From the entries, filter out every line that lacks "position" and copy the rest.

═════ DATA PROVIDED ═════

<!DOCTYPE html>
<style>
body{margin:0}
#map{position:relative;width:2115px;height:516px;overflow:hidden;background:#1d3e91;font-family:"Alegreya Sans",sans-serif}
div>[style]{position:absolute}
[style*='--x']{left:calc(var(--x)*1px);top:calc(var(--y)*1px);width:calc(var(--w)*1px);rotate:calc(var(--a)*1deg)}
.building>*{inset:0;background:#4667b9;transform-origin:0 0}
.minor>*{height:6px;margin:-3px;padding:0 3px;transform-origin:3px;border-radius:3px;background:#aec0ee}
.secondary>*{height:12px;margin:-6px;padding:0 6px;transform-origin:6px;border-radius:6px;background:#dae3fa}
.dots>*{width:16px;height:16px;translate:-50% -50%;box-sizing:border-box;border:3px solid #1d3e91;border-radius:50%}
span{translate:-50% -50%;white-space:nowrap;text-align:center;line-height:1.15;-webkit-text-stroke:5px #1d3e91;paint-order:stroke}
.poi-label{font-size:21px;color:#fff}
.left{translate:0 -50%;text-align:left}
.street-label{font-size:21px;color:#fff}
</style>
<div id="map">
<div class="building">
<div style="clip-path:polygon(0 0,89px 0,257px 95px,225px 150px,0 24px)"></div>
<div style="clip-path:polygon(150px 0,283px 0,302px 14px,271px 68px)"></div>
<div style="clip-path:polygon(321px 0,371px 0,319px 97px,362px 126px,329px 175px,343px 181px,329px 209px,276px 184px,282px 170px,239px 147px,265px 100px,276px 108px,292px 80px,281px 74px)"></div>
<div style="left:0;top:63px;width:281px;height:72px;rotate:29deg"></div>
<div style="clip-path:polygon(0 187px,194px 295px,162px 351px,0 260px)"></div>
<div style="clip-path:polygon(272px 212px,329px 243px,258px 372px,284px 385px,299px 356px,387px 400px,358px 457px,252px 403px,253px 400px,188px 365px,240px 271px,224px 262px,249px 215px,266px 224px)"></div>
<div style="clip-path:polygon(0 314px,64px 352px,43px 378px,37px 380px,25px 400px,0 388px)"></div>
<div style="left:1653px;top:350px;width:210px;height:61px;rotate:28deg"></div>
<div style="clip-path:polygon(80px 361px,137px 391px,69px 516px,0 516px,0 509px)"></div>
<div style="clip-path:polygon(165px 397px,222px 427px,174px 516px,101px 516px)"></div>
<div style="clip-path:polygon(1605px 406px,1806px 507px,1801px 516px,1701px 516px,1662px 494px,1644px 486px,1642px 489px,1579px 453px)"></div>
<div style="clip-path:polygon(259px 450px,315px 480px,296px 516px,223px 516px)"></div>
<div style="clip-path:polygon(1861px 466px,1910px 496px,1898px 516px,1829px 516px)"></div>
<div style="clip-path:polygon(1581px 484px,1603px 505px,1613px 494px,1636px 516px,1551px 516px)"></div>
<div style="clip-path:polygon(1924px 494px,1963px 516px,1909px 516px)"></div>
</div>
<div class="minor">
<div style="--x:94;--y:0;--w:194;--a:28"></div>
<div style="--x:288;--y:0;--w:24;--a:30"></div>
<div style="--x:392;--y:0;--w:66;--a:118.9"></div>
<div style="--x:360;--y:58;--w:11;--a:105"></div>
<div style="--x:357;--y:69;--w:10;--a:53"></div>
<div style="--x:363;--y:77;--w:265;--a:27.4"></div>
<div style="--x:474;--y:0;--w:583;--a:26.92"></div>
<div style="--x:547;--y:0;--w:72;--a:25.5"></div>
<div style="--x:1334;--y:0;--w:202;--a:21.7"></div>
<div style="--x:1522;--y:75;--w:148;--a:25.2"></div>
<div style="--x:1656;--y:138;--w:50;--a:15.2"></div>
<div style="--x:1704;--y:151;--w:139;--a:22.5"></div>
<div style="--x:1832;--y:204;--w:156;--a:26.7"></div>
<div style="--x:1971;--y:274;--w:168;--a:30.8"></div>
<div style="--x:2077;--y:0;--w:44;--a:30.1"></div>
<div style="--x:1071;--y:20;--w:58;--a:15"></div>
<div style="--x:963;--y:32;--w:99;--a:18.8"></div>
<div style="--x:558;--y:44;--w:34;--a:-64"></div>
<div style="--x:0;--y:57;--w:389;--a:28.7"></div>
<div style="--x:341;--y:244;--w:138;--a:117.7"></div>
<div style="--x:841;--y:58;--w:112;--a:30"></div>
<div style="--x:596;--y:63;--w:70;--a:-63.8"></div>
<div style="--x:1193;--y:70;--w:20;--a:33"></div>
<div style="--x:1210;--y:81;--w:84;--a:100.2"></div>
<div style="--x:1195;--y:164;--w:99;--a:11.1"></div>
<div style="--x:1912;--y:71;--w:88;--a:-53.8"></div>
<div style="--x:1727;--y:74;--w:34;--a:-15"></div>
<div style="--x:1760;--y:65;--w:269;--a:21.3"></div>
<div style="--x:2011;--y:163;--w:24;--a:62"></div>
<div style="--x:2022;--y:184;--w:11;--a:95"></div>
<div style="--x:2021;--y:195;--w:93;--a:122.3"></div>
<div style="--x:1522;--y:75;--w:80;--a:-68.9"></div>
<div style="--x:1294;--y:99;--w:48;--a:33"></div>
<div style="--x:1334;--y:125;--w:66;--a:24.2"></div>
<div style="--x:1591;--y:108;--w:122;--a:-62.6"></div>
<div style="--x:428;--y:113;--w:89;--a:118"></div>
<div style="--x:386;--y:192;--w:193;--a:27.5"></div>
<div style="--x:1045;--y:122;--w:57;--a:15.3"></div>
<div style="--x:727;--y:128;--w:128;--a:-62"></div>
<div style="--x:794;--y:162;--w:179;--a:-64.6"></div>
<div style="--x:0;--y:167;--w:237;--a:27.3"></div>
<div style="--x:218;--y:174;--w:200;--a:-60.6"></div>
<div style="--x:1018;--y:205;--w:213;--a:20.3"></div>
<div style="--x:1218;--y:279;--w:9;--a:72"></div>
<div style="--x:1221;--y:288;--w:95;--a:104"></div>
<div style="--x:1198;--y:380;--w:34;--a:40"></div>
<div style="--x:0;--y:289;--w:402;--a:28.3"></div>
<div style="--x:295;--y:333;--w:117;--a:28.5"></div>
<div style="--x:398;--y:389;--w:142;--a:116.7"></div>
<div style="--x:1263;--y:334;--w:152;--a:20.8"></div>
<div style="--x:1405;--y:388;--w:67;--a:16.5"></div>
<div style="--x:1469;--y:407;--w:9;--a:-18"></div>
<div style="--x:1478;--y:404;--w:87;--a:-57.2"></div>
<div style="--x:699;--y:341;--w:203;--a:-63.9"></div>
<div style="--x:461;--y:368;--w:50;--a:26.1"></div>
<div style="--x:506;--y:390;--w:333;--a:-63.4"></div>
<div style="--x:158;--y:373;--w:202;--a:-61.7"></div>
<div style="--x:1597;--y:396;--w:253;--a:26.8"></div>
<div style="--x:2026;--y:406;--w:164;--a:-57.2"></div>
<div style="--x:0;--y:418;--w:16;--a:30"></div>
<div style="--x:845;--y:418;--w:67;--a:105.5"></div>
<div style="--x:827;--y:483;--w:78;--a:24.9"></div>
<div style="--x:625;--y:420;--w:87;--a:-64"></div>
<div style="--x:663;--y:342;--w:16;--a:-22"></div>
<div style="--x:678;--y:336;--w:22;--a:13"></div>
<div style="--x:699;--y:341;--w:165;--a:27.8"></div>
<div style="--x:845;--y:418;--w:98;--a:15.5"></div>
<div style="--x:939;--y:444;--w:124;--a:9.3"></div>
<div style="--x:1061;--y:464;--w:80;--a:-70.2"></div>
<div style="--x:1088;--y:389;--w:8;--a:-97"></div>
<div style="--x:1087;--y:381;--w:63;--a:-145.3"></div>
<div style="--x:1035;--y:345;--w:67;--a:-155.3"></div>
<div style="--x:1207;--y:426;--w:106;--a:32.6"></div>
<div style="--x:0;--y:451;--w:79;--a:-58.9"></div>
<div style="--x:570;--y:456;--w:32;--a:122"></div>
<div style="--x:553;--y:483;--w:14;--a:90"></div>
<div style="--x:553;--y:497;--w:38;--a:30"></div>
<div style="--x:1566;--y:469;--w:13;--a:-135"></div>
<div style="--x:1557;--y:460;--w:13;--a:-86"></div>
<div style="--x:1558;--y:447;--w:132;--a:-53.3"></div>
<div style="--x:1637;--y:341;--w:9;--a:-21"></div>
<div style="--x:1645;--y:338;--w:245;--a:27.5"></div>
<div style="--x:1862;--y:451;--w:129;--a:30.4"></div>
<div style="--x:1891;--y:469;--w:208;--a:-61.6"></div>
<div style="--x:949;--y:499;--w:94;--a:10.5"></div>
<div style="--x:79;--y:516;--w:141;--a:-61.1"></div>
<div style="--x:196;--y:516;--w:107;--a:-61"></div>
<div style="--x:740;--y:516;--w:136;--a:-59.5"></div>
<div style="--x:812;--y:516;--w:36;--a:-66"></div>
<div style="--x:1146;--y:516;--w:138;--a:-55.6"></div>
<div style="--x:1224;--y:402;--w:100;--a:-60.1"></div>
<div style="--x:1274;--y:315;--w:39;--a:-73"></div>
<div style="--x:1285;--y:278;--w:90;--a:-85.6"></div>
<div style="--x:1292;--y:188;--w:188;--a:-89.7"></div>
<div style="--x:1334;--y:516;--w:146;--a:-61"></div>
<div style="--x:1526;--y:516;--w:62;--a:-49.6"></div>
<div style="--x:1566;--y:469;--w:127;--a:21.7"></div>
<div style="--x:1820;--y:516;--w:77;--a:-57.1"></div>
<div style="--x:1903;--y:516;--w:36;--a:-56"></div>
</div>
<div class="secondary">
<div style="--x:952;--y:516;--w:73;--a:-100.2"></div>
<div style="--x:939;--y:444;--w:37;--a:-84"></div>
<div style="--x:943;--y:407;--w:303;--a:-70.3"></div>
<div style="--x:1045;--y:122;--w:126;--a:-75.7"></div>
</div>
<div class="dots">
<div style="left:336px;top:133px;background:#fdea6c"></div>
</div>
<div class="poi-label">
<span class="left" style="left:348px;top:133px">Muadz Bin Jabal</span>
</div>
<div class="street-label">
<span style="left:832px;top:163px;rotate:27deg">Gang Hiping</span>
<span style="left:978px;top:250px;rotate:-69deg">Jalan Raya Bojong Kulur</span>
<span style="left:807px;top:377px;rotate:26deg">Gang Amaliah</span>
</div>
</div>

═════

▶ EXERCISE RESPONSE:
#map{position:relative;width:2115px;height:516px;overflow:hidden;background:#1d3e91;font-family:"Alegreya Sans",sans-serif}
div>[style]{position:absolute}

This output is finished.